* [WHAT IS EXPECTED]
The records are to be repeated exactly, and any images in them are to be dropped.

* [RECORDS SHOWN]

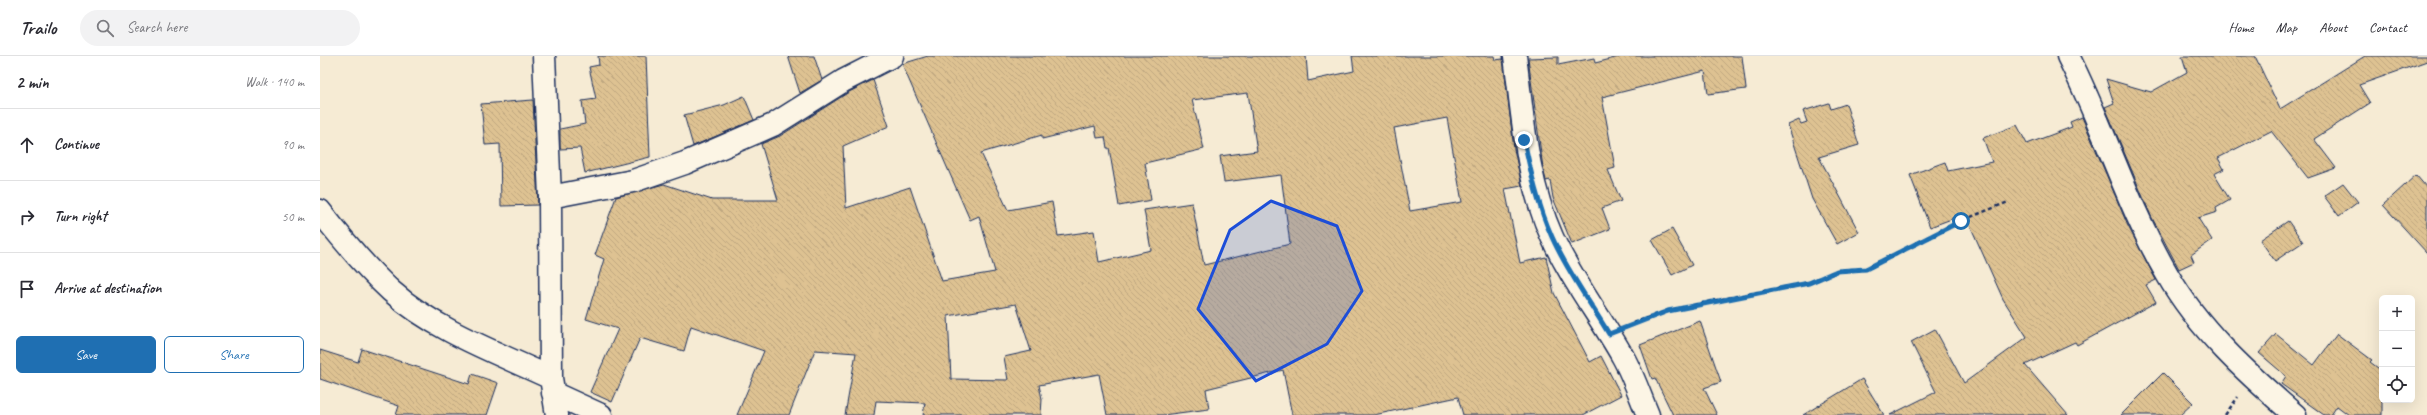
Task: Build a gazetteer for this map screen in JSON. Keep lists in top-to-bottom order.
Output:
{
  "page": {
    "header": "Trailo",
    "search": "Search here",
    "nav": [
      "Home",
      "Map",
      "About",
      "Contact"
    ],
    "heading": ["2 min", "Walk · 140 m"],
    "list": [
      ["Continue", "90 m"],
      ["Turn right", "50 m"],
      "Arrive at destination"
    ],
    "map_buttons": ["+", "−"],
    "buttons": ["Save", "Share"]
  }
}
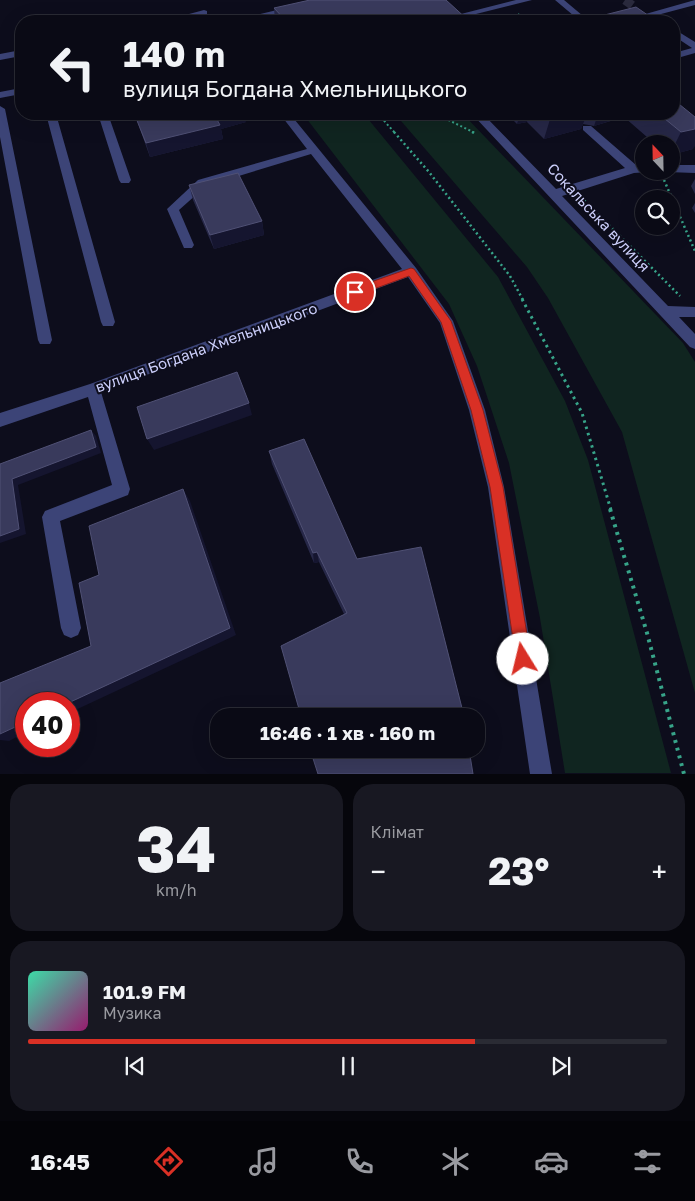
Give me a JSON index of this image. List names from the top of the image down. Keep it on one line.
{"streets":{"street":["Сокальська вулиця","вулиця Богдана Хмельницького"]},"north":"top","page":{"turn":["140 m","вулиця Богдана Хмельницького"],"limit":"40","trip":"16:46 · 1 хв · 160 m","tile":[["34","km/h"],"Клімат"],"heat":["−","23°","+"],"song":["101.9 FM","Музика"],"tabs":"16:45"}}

* [TASK RESULT]
Task: Build a gazetteer for this map screen in JSON. Keep lists in top-to-bottom order.
Output:
{
  "page": {
    "header": "Trailo",
    "search": "Search here",
    "nav": [
      "Home",
      "Map",
      "About",
      "Contact"
    ],
    "heading": ["2 min", "Walk · 140 m"],
    "list": [
      ["Continue", "90 m"],
      ["Turn right", "50 m"],
      "Arrive at destination"
    ],
    "map_buttons": ["+", "−"],
    "buttons": ["Save", "Share"]
  }
}
Give me a JSON index of this image. List names from the top of the image down. Keep it on one line.
{"streets":{"street":["Сокальська вулиця","вулиця Богдана Хмельницького"]},"north":"top","page":{"turn":["140 m","вулиця Богдана Хмельницького"],"limit":"40","trip":"16:46 · 1 хв · 160 m","tile":[["34","km/h"],"Клімат"],"heat":["−","23°","+"],"song":["101.9 FM","Музика"],"tabs":"16:45"}}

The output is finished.